特にこのジャン・コクトーの芝居は、沈黙の場面も多い。しかも、密度の高い、張りつめたような沈黙を必要とする。台詞がないところが空白だ、と思うと大間違いで、きわめて濃密な意識が交錯している。水の表面が穏やかでも、それは、左右からものすごい流れが拮抗しているようなものである。

そんなときに、「ゴホッ」と聞こえたら、その場面だけでなく、過去に遡って。それまでの台詞もぶち壊しなのだ。アナウンスのおかげで、咳は2,3回しかなく、静寂の場面では、観客もかなり、緊張していた。よいことである。大衆芝居ではないのだから。

音楽会『愛』でも、歌い終わった途端に、感動的な間がはりつめているとき、せき込む人がいたが、殺意を覚えたものである。今年は、音楽会の抽選に漏れたので、殺意を抱かなくてすむ。

美輪明宏先生自身も、「咳で骨折する」ようなひどい病気で、コンサートも芝居も観に行くのをあきらめていた時期があったので、こういうアナウンスをする資格はある。
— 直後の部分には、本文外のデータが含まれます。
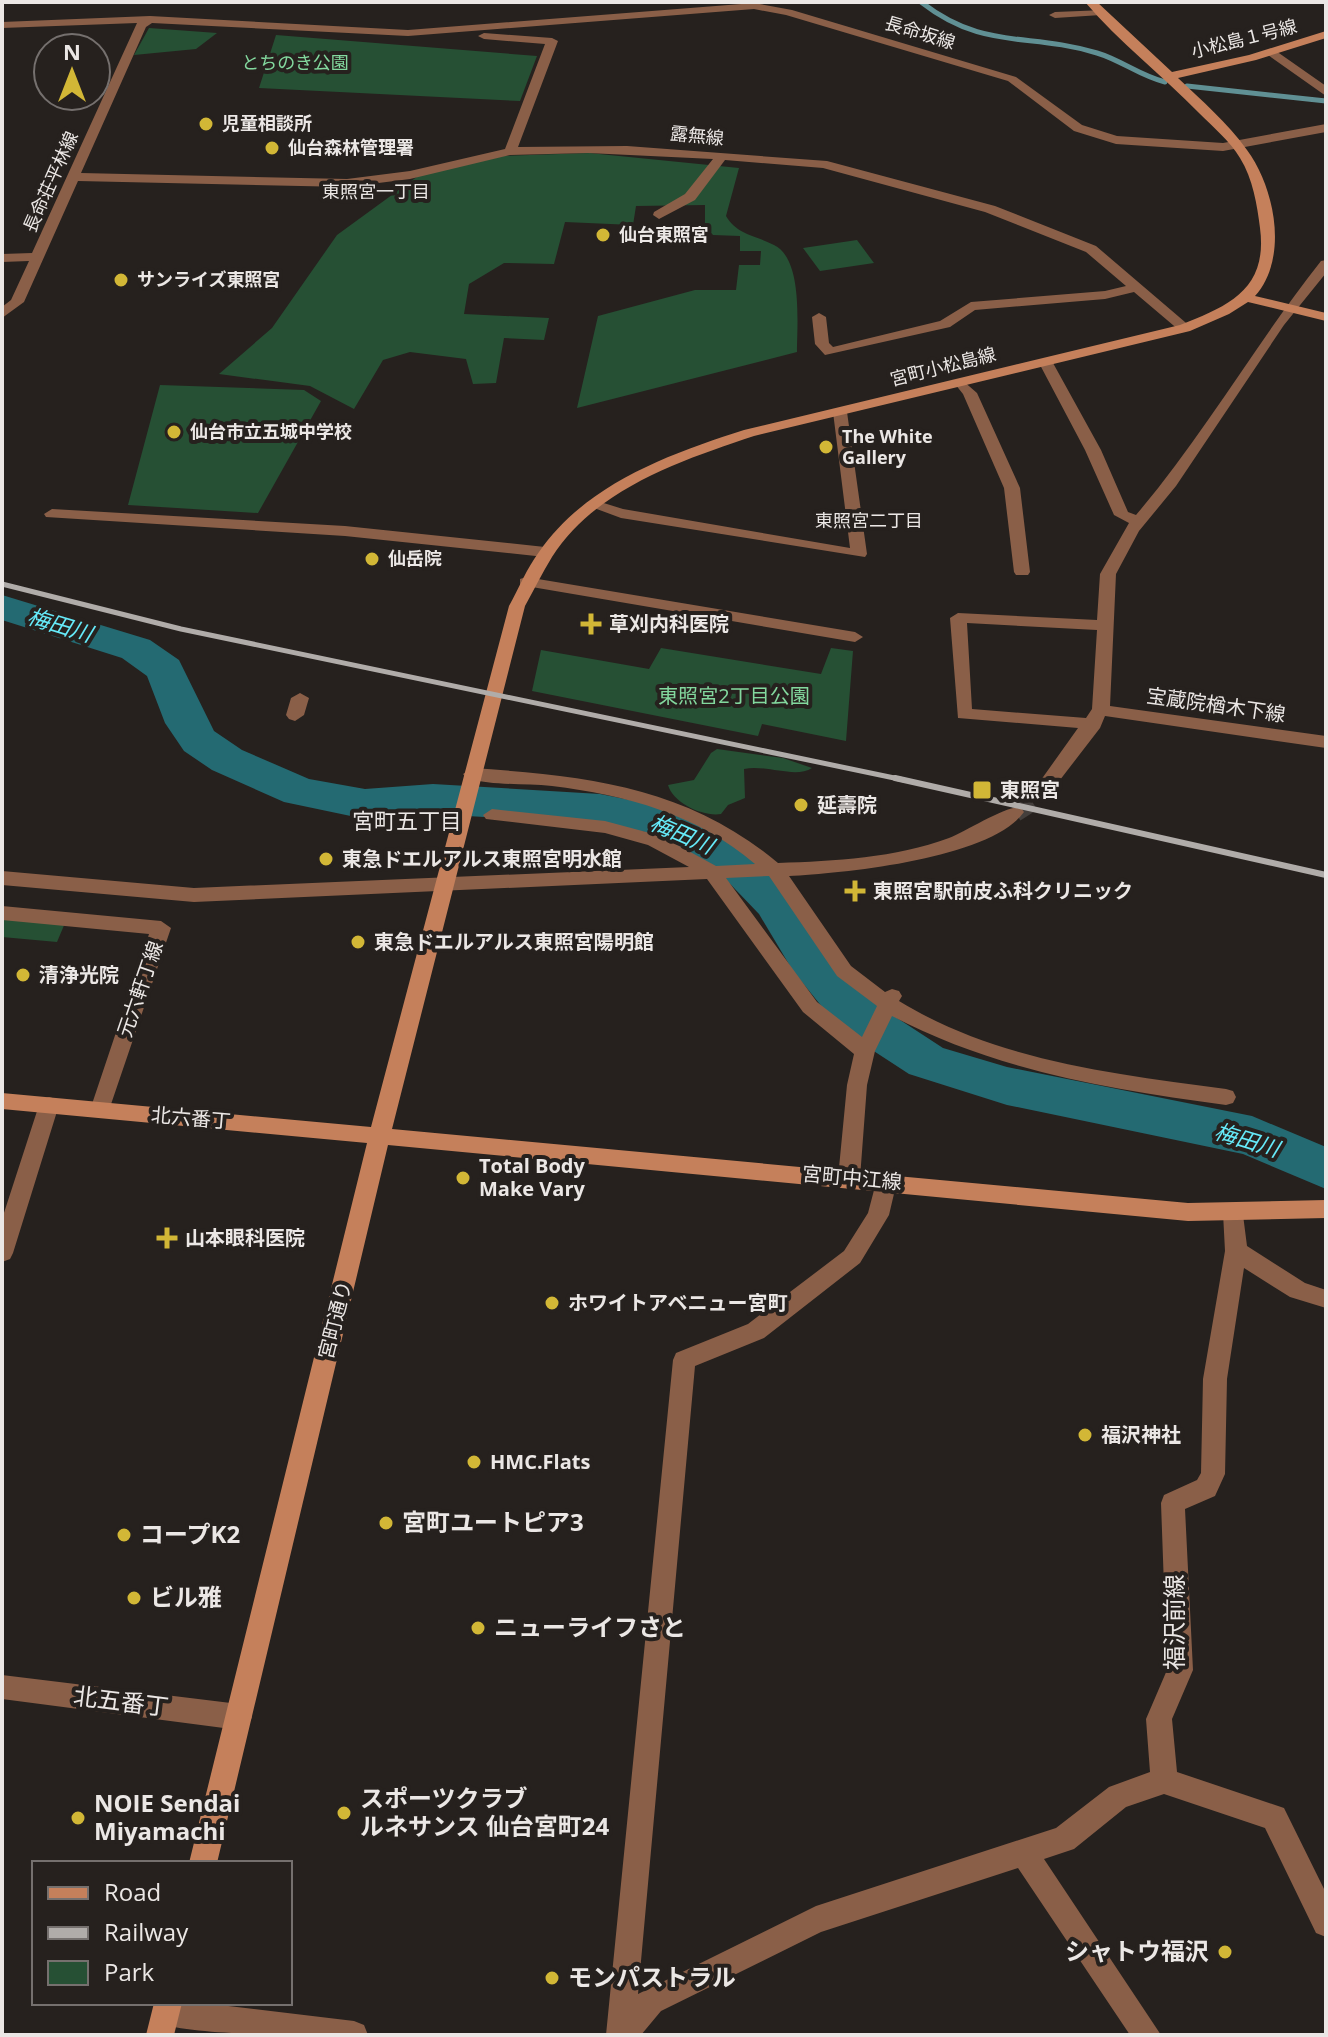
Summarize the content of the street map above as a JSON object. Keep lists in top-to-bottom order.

実は、私も、授業のシラバスで、ひどい咳が出る人は、欠席してください、と書こうと思っては、思いとどまってきている。1分おきに咳をされて、話の腰を折られたことが、何十回もあるのだ。しかし、こんなことを書いて、事務方や役職者に叱られそうだ、とも考え、また、バチがあたって、自分が咳の出る病気にでもなったら嫌だな、と思って、やめているのである。


この記事へのコメント

2008年09月18日 22:06
厚生労働省等がインフルエンザに備えて「咳エチケット」を広めようと必死ですので、協力してあげた方がよいと思います(笑)

「咳エチケット」
○  咳・くしゃみの際にはティッシュなどで口と鼻を押さえ、他の人から顔をそむけ1m以上離れる。
○  呼吸器系分泌物(鼻汁・痰など)を含んだティッシュをすぐに蓋付きの廃棄物箱に捨てられる環境を整える。
○  咳をしている人にマスクの着用を促す。
○  マスクの装着は説明書をよく読んで、正しく着用する。
2008年09月19日 00:54
・・・えっ こんなものが・・・知れませんでした。
気が向いたら印刷して大学で配布、までいかなくとも、読みあげたいと思います。